Economic activity in the euro zone all but ground to a halt this month as the coronavirus forced governments around the world to impose lockdowns and firms to down tools and shut their businesses. The spread of the pandemic has resulted in down scaling of economic activities in all major affected countries for the past 3 months leading to economic slowdown and financial crises. As per studies, the worst has not yet been seen in the data, prices of copper are expected to come down further in the short term. Many countries have now resorted to judicious easing of restrictions. Major countries resorting to phase wise controlled easing of restrictions are US, Italy, Spain, Portugal, Belgium and India as the longer the industries / economic activities are closed, the more would be the economic pain. Central banks pouring money over these markets and strong industrial demand in China seem to still underpin prices at these levels.

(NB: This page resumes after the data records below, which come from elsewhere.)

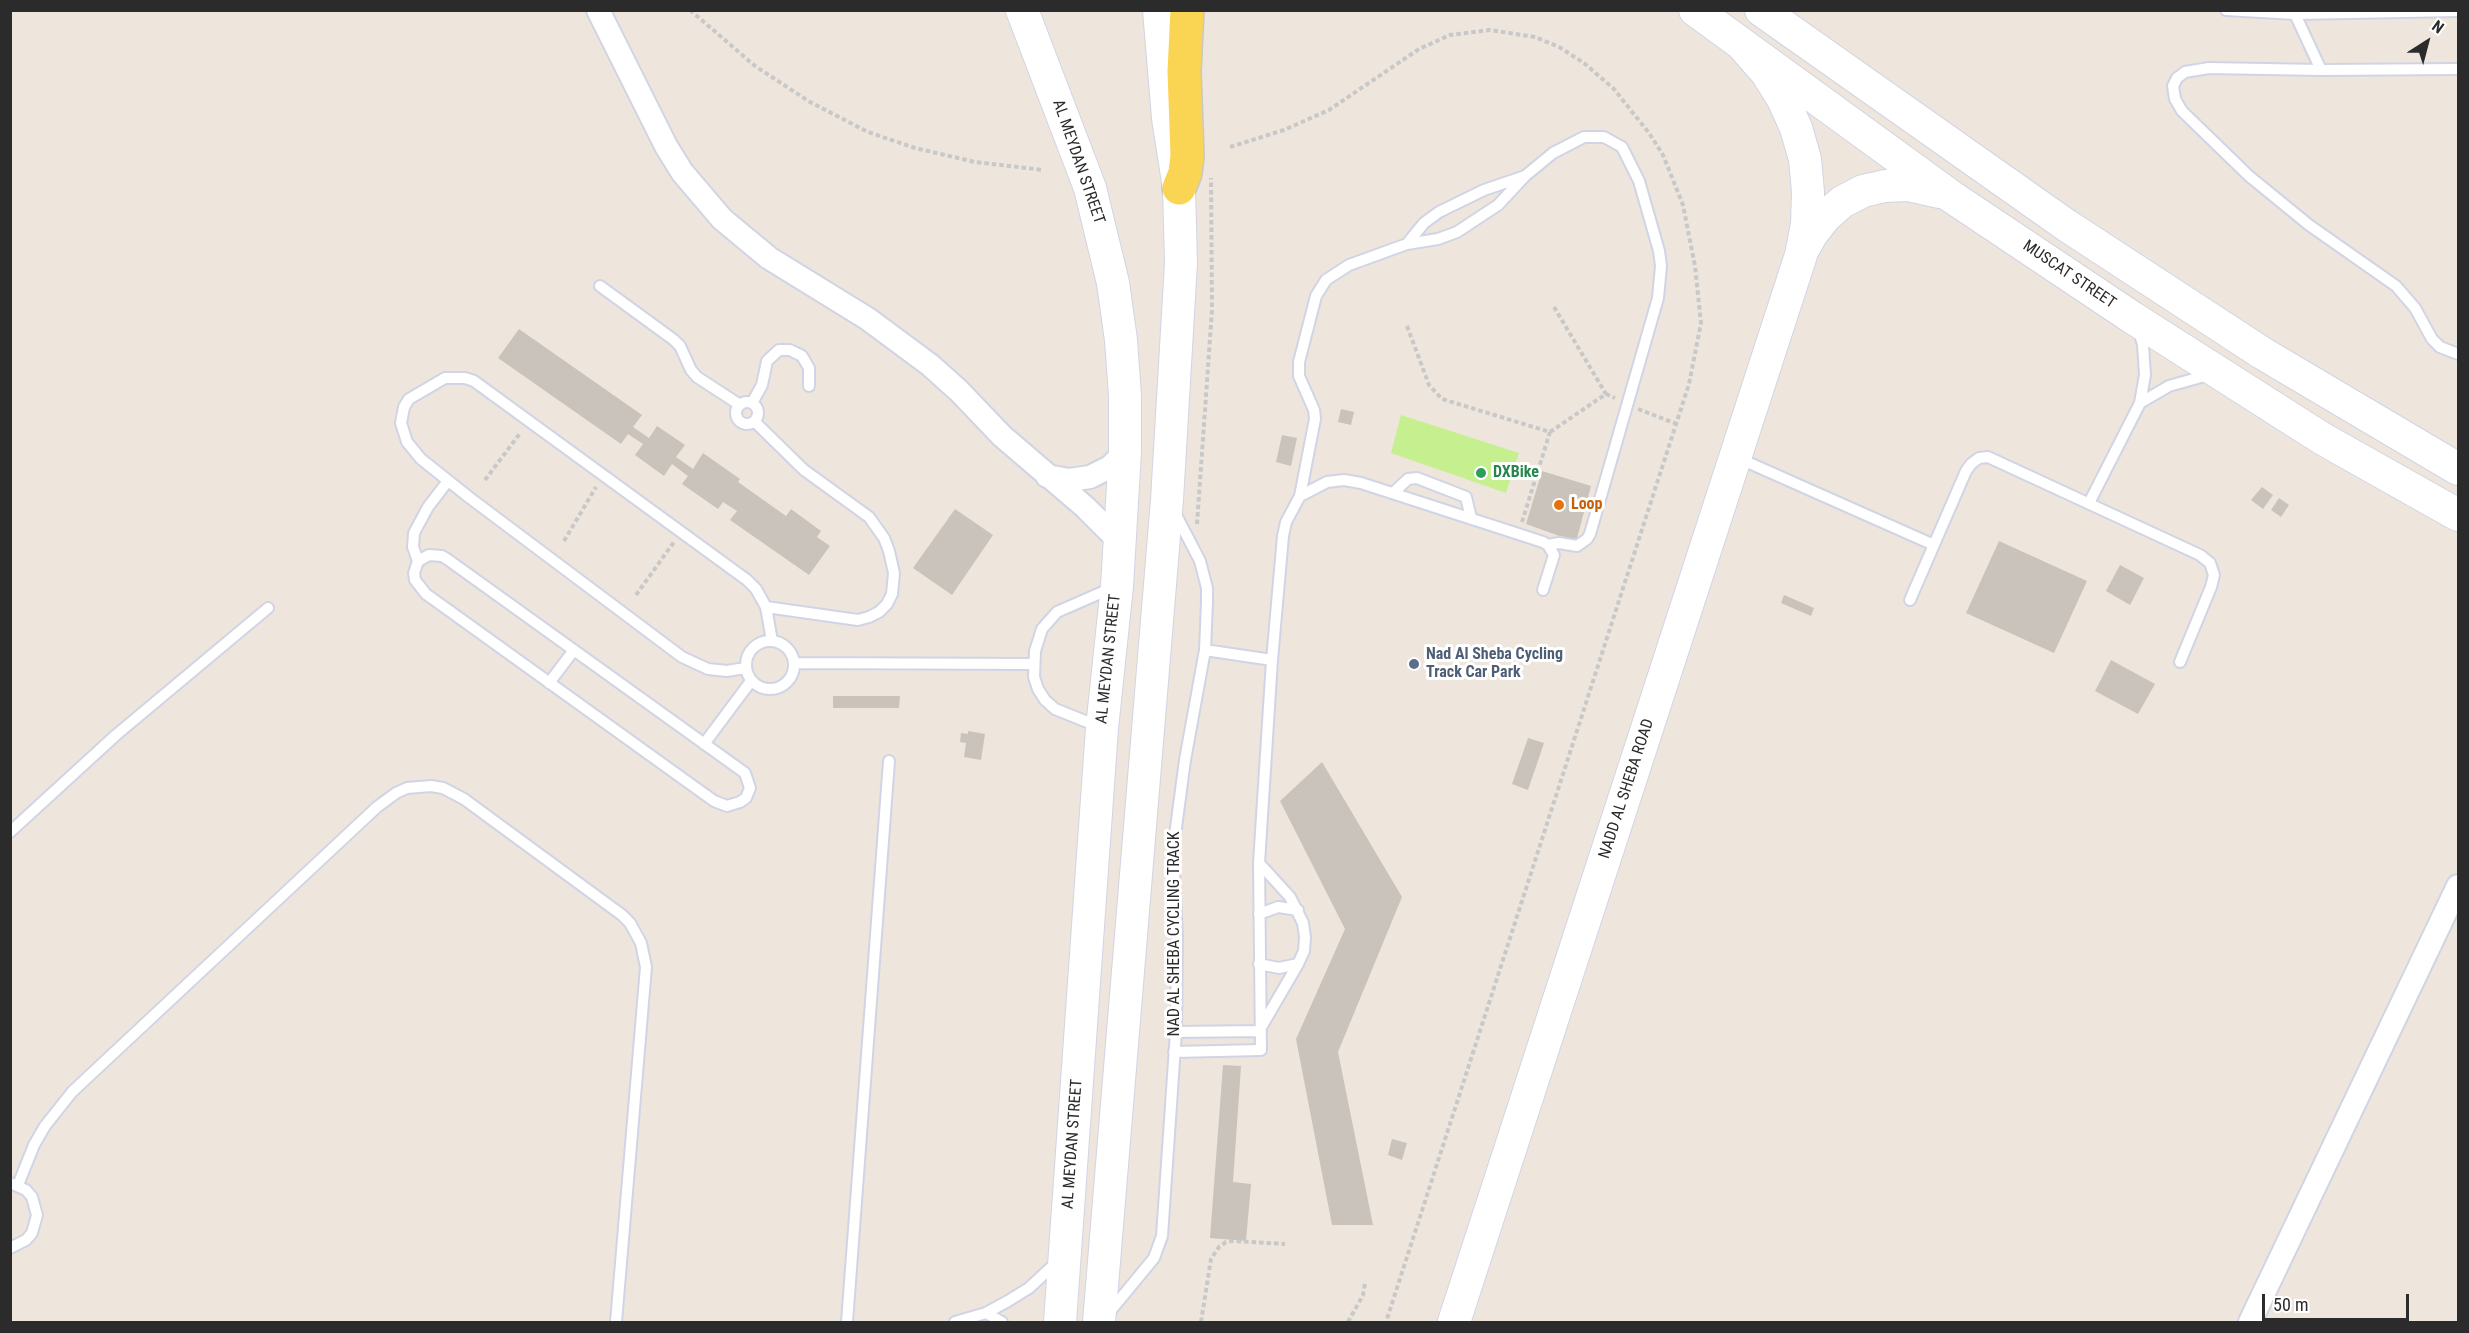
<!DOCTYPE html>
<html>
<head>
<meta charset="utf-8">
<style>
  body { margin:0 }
  #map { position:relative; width:2469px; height:1333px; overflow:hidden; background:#eee6dc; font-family:"Roboto Condensed",sans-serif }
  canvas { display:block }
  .frame { position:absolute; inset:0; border:12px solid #2b2b2b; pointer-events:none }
  .north { position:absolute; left:2397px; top:12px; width:60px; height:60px; -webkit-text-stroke:4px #fff; paint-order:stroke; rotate:36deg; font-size:16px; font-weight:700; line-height:24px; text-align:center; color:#2b2b2b }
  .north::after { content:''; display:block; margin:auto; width:21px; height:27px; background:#2b2b2b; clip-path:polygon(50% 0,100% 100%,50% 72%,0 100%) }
  .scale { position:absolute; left:2262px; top:1294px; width:147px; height:27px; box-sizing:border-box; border:3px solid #2b2b2b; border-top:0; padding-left:8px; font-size:18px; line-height:21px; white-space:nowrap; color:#2b2b2b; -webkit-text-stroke:4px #fff; paint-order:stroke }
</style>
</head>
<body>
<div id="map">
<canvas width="2469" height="1333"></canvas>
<div class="frame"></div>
<div class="north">N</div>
<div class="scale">50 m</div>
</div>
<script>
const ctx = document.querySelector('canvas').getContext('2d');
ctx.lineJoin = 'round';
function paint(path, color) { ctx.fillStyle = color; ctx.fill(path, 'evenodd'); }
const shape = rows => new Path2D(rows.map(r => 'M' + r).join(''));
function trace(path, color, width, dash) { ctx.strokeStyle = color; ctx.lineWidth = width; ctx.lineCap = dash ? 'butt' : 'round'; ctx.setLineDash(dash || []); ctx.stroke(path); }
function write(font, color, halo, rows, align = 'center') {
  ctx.font = font + ' "Roboto Condensed",sans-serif'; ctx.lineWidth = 6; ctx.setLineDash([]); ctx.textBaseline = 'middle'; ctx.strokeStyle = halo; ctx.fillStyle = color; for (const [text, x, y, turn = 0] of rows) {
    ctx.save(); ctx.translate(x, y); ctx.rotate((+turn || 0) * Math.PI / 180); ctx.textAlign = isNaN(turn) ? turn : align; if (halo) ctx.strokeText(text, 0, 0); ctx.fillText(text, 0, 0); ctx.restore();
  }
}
paint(shape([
  [1401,415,1519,453,1506,493,1391,453]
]), '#c6f08f');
paint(shape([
  [519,329,642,415,633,427,649,438,657,426,685,445,676,457,693,469,703,453,740,479,738,482,786,516,791,509,821,531,817,537,830,546,809,575,730,520,737,511,723,502,718,509,682,484,688,476,672,464,664,476,635,455,643,444,628,434,621,444,498,358],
  [1341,409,1354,412,1351,425,1338,422],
  [1282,435,1297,438,1291,466,1276,462],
  [1542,471,1591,486,1576,542,1526,524],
  [2262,487,2273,495,2263,509,2251,500],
  [2279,498,2289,505,2281,517,2271,510],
  [955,509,993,535,952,595,913,568],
  [1999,541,2087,581,2054,653,1966,613],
  [2120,565,2144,578,2130,605,2106,591],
  [1784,595,1814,608,1811,616,1781,603],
  [2111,660,2155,684,2138,714,2095,691],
  [833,696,900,696,899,708,833,708],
  [968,731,985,734,981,760,964,757,966,743,960,742,961,733,968,734],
  [1528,738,1544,743,1528,790,1512,784],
  [1322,762,1402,897,1338,1052,1373,1225,1332,1225,1296,1039,1345,929,1280,801],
  [1223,1065,1241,1066,1233,1182,1251,1184,1246,1241,1210,1238],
  [1392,1139,1407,1143,1402,1160,1388,1155]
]), '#c9c3bb');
const lane = shape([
  [2226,10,2295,14,2458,11],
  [2295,14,2321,70],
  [2458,69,2321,70,2209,68,2185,72,2177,78,2173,86,2175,99,2182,111,2249,176,2309,225,2396,286,2415,308,2432,339,2440,347,2458,354],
  [1407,244,1424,223,1439,212,1484,190,1525,176],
  [600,286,674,340,680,346,691,370,697,377,740,405],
  '736 413a11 11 0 1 1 22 0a11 11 0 1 1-22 0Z',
  [752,403,762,385,767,361,779,350,790,350,802,356,809,368,809,386],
  [2140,403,2169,386,2208,375],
  [755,422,804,470,869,517,884,538,889,551,894,573,892,594,887,604,879,612,869,617,858,620,766,607],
  [1738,458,1934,545],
  [1393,493,1408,479,1417,478,1466,497,1471,518],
  [1300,496,1315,419,1314,410,1299,376,1299,362,1316,296,1326,280,1349,265,1407,244,1438,239,1457,232,1498,205,1525,176,1553,153,1584,137,1604,137,1622,147,1639,181,1659,251,1661,266,1658,298,1590,534,1587,539,1577,546,1559,543,1548,545],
  [2089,503,2140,403,2145,375,2143,345,2139,331],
  [429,555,442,556,447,559,745,773,750,788,746,798,740,802,727,806,714,801,426,594,415,580,414,573,418,561,429,555],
  [418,561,413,547,414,533,428,507,448,481],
  [1910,600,1966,471,1971,464,1979,458,1988,457,2200,555,2210,563,2214,575,2211,587,2180,662],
  '746 665a24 24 0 1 1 48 0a24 24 0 1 1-48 0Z',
  [1205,650,1272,660],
  [794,663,1034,664],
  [745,668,727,671,708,669,682,657,470,498,421,459,407,442,401,423,404,407,409,399,445,378,465,378,474,381,747,580,756,589,766,607,772,641],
  [549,683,574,650],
  [1100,727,1055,709,1045,700,1038,689,1034,677,1035,651,1042,629,1057,612,1114,587],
  [704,744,751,681],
  [10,832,116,735,268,608],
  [1259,914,1278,907,1298,910],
  [1259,964,1279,968,1298,964],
  [1176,1032,1259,1031,1298,964,1304,951,1305,937,1303,923,1290,897,1259,863],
  [1174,1052,1261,1050,1259,863,1272,660,1283,536,1286,522,1300,496,1327,482,1344,480,1361,483,1543,542,1548,545,1554,555,1543,590],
  [10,1183,26,1190,32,1197,37,1215,32,1233,26,1240,10,1248],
  [18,1185,34,1145,45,1126,72,1092,88,1077,377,807,396,793,407,788,431,786,443,788,464,799,622,915,630,923,641,943,646,967,616,1322],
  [986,1313,1002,1322],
  [1107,1315,1154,1258,1162,1236,1176,1032,1177,937,1173,850,1185,760,1205,650,1207,602,1207,588,1200,561,1174,511],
  [847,1322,889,761],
  [955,1322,986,1313,1008,1301,1029,1288,1057,1262]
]);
const street = shape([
  [598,10,666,146,682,172,722,219,769,258,868,319,930,365,959,391,1002,436,1085,507,1120,542],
  [1047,476,1069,480,1090,477,1110,467,1125,452],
  [2250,1322,2458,886]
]);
const secondary = shape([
  [1022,10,1090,188,1113,283,1121,340,1125,396,1125,452,1117,586,1102,728,1060,1322],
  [1695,10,1952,197,2133,318,2323,439,2458,515],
  [1761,10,2066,225,2262,353,2458,469],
  [1805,246,1811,235,1825,217,1842,202,1863,191,1885,186,1908,185,1939,192],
  [1099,1322,1167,500,1181,263,1179,188,1168,118,1159,10],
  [1454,1322,1801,255,1807,224,1808,192,1805,159,1796,128,1783,99,1766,72,1744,47]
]);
const primary = shape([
  [1179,188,1185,173,1187,156,1184,71,1187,10]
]);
trace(lane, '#d1d4e4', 14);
trace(street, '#d1d4e4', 26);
trace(secondary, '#d1d4e4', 34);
trace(primary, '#c8c8c8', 36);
trace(shape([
  [690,10,755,66,810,102,868,132,915,148,975,162,1043,170],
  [1230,147,1284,130,1329,110,1419,49,1450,35,1490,30,1535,37,1559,47,1584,63,1614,89,1649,133,1663,155,1683,205,1695,266,1701,323,1689,384,1386,1322],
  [1554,307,1606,394],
  [1407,326,1429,385,1442,399,1550,432,1606,394,1615,398],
  [1638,409,1677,424],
  [485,480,521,432],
  [1522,522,1550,432],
  [1197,524,1212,310,1211,178],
  [564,541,596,487],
  [636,595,674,542],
  [1201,1322,1211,1259,1219,1247,1226,1242,1234,1241,1285,1244],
  [1348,1322,1363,1295,1365,1284]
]), '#c8c8c8', 4, [4.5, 3]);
trace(lane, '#fff', 10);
trace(street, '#fff', 22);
trace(secondary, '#fff', 32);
trace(primary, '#fad554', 33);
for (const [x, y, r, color] of [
  [1481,473,6,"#2e9e5b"],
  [1559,505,6,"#e8710a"],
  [1414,664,6,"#5c6f8a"]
]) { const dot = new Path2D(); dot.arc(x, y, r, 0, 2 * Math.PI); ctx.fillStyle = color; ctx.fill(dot); trace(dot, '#fff', 2); }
write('16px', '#2b2b2b', '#fff', [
  ["AL MEYDAN STREET",1078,162,71],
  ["MUSCAT STREET",2069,275,34],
  ["AL MEYDAN STREET",1109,659,-84],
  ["NADD AL SHEBA ROAD",1627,789,-72],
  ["NAD AL SHEBA CYCLING TRACK",1175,934,-90],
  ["AL MEYDAN STREET",1073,1144,-86]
]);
write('bold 16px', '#27864d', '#fff', [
  ["DXBike",1493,473]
], 'left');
write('bold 16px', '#c56008', '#fff', [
  ["Loop",1571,505]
], 'left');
write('bold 16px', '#4e5e75', '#fff', [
  ["Nad Al Sheba Cycling",1426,655],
  ["Track Car Park",1426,673]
], 'left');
</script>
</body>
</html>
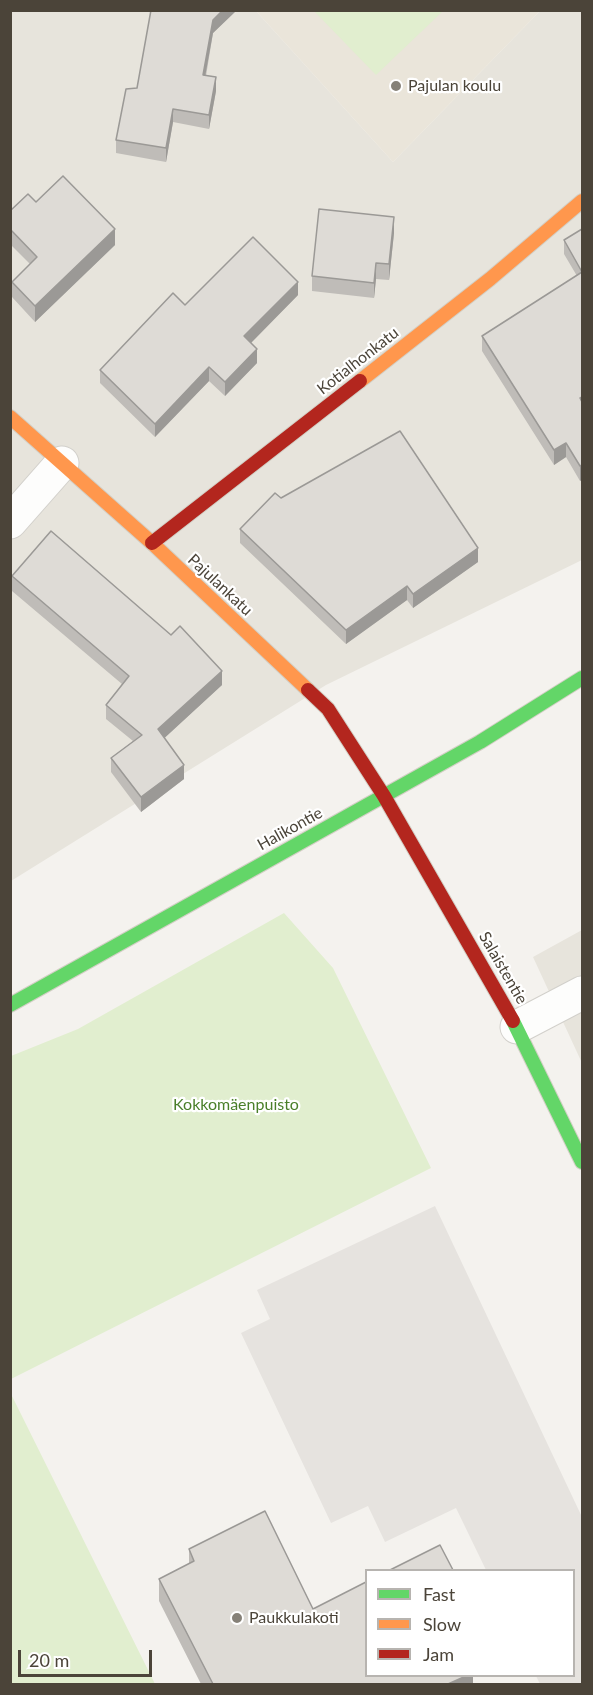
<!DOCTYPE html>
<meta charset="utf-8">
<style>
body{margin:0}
#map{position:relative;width:593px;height:1695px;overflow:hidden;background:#f4f2ee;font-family:Lato,sans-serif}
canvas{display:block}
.frame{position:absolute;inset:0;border:12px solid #4b4439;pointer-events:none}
.legend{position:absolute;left:365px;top:1569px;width:210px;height:108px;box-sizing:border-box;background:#fff;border:2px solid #b7b4b0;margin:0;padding:8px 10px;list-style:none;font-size:18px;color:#4b4439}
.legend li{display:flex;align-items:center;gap:12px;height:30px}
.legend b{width:30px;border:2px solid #b7b4b0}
.scale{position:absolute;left:18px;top:1650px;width:134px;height:27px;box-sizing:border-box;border:3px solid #4b4439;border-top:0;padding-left:8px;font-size:18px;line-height:21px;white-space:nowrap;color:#4b4439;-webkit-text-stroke:4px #fff;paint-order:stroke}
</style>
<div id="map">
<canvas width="593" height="1695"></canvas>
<div class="frame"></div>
<ul class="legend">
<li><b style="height:8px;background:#63d668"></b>Fast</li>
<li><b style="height:8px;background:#ff974d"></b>Slow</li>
<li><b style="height:8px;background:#b3261e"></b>Jam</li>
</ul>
<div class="scale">20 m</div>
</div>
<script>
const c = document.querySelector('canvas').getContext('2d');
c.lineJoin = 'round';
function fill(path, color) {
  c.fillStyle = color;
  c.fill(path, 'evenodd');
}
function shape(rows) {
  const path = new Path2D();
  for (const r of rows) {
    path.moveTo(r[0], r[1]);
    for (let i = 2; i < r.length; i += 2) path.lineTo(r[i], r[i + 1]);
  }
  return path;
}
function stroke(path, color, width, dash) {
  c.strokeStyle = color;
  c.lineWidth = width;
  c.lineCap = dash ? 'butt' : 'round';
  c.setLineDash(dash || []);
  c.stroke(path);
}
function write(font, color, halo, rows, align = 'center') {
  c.font = font + ' Lato,sans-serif';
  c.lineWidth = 4.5;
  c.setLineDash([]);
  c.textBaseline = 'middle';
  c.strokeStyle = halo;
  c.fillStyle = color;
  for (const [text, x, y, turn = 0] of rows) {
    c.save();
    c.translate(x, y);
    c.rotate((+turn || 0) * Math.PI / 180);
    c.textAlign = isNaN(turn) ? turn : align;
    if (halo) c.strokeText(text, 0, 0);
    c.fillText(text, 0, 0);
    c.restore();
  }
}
fill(shape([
 [11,11,256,11,393,162,540,11,582,11,582,560,326,685,11,881],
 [582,930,582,1063,533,957]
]), '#e7e4dc');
fill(shape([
 [256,11,540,11,393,162]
]), '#eae5da');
fill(shape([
 [314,11,443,11,376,75],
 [284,913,333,968,431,1168,11,1379,11,1056,78,1029],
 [11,1394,155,1684,11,1684]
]), '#e1eecf');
fill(shape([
 [435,1206,582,1517,582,1684,540,1684,536,1676,574,1676,574,1570,486,1570,456,1508,385,1542,368,1506,331,1523,241,1333,270,1319,257,1290]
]), '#e6e3df');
const street = shape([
 [10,522,62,463],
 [517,1027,582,993]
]);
const fast = shape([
 [10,1005,480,742,582,678],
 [513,1021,582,1162]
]);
const slow = shape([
 [360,381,490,279,582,201],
 [10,417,152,543,308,690]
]);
const jam = shape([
 [152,543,360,381],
 [308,690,328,709,384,796,513,1021]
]);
stroke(street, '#d2d0cb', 35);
stroke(fast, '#d3cfc5', 16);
stroke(slow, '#d3cfc5', 16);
stroke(jam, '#d3cfc5', 16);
stroke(street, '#fdfdfc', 33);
stroke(fast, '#63d668', 14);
stroke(slow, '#ff974d', 14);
stroke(jam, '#b3261e', 14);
fill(shape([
 [151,10,237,10,213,33,206,76,216,91,209,129,173,122,166,162,116,153,116,140,137,88],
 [36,202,115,245,35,322,12,297,12,282,30,264,10,244,10,211],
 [582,229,580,481,566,457,554,465,482,351,482,336,577,276,564,254,564,240],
 [394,233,389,280,376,279,374,298,312,291,312,276],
 [298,295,251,343,257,363,225,396,209,381,155,437,100,383,100,370,185,305],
 [281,498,478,562,413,608,407,600,346,644,240,543,240,529],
 [12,576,222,685,164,738,184,779,141,812,111,772,111,758,133,741,106,719,106,705,122,684,12,591],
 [189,1549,313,1609,473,1676,473,1684,201,1684,159,1601,159,1579,189,1564]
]), '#bfbcb8');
fill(shape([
 [223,10,237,10,213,33,203,88,203,75,213,20],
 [216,77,216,91,209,129,209,115],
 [173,109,173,122,166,162,166,148],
 [394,217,394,233,389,280,389,264],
 [115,229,115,245,35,322,35,306],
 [376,263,376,279,374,298,374,283],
 [298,282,298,295,244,350,244,336],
 [257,349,257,363,225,396,225,382],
 [209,367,209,381,155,437,155,424],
 [566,443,566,457,554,465,554,450],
 [582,465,582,480,580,481,580,466],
 [478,548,478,562,413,608,413,594],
 [407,586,407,600,346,644,346,630],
 [222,671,222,685,158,744,158,729],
 [184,765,184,779,141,812,141,797],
 [466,1676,473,1676,473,1684,448,1684]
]), '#9b9996');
const building = shape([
 [151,10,223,10,213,20,203,75,216,77,209,115,173,109,166,148,116,140,126,89,137,88,151,10],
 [63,176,115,229,35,306,12,282,37,257,10,229,10,211,28,194,36,202,63,176],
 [319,209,394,217,389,264,376,263,374,283,312,276,319,209],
 [582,229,582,272,564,240,582,229],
 [253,237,298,282,244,336,257,349,225,382,209,367,155,424,100,370,173,293,185,305,253,237],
 [582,272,582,397,580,398,582,402,582,465,580,466,566,443,554,450,482,336,582,272],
 [400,431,478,548,413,594,407,586,346,630,240,529,275,493,281,498,400,431],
 [51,531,171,635,180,626,222,671,158,729,184,765,141,797,111,758,142,735,106,705,129,676,12,576,51,531],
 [265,1511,313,1609,366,1582,366,1676,466,1676,448,1684,213,1684,159,1579,194,1561,189,1549,265,1511],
 [440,1545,453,1570,390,1570,440,1545]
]);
fill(building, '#dedbd6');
stroke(building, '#9b9996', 1.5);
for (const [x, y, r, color] of [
 [396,86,6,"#868178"],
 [237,1618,6,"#868178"]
]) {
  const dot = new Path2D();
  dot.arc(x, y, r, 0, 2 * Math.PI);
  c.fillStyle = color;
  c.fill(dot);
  stroke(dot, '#fff', 2);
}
write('16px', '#4b4439', '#fff', [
 ["Pajulan koulu",408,86],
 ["Paukkulakoti",249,1618]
], 'left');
write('16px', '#4b4439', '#fff', [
 ["Kotialhonkatu",358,361,-38],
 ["Pajulankatu",220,585,43],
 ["Halikontie",290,829,-29],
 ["Salaistentie",503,968,60]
]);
write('16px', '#4a7f2a', '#fff', [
 ["Kokkomäenpuisto",236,1105]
]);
</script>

Saving lives has become a priority for all the countries in the world and the slowing down or decelerating economic growth has taken a back seat. But, the negative growth in the national income of several countries has forced controlled opening up of the economic activities to generate resources to fight the battle against COVID-19 pandemic. China is an important country for copper prices because it is the largest buyer. Still, there are signs that the demand for copper and copper-made products will decline since most of China’s trading partners are now struggling. Moreover, the IMF warned that the world would go through the worst recession since the Great Depression. This is a negative for copper prices, which tend to do well when the economy is booming.
The short-term outlook is one where these rallies run out of steam because we are still faced with the biggest demand shock in living memory it will take a long time to reset itself. Overall, the long term demand continues be robust. The increased demand for the uninterruptable and well-founded supply of electricity along with rising concern to reduce energy transmission and distribution lines would certainly lead to increased demand of copper. The positive signs surrounding pandemic is the restart of economic activity in China which is likely to kick start the economic churning of the global economic wheel.